Data items:
--------------------

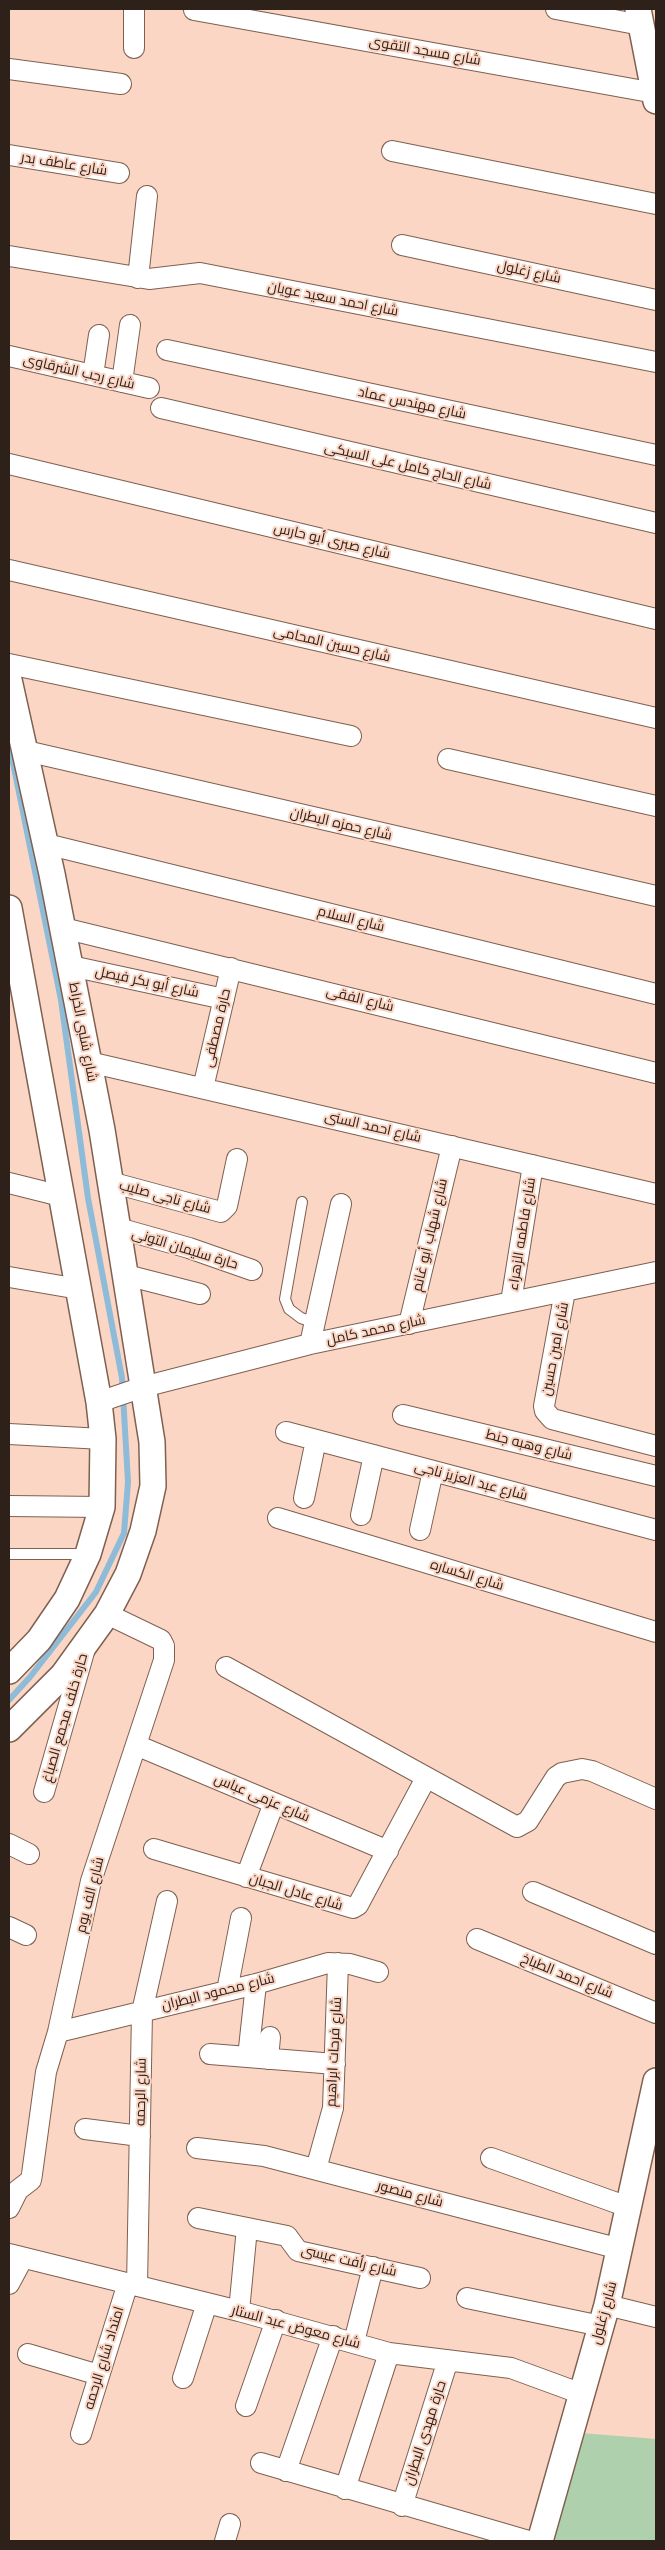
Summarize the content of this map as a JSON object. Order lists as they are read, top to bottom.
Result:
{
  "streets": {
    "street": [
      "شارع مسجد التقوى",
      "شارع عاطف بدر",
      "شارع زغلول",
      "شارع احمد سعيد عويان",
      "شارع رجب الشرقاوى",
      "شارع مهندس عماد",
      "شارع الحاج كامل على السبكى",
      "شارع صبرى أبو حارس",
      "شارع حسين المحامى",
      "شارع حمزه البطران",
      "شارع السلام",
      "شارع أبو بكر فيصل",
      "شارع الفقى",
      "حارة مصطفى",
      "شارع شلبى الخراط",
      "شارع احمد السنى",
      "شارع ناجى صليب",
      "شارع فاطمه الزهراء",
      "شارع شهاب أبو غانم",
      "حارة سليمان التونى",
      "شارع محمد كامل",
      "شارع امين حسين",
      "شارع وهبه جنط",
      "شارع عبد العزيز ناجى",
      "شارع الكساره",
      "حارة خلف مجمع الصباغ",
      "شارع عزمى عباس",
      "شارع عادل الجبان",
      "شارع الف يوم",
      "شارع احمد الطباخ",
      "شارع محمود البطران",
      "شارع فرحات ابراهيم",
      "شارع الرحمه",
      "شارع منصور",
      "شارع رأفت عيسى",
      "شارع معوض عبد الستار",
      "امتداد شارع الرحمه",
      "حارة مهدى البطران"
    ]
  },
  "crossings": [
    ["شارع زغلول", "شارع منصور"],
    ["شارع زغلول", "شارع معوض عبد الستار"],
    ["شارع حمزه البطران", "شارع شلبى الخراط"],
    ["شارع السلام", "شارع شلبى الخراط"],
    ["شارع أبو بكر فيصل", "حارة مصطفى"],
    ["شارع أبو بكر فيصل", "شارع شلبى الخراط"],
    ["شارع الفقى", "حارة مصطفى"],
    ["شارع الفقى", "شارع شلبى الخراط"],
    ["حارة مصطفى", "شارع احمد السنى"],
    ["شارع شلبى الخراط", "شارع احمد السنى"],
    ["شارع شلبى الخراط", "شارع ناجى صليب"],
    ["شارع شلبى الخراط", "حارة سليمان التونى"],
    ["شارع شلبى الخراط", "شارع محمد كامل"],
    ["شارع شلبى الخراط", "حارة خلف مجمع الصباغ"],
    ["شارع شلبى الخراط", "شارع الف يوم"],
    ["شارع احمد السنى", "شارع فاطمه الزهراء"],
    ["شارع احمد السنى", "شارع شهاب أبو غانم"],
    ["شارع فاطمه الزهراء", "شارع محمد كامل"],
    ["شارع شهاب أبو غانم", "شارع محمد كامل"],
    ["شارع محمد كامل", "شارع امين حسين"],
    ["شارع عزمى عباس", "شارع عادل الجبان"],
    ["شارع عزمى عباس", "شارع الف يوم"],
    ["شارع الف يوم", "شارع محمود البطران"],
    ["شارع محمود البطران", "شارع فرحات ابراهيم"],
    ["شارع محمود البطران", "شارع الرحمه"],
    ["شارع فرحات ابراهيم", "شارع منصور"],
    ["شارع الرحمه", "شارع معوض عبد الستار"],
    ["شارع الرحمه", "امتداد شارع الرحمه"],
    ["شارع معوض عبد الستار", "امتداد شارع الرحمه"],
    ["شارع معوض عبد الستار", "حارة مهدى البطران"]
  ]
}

--------------------

### EXERCISE DIRECTIONS
Give the number of lines in the entries that contain the word "منصور", without any other words.

### ANSWER TO THIS PROBLEM
3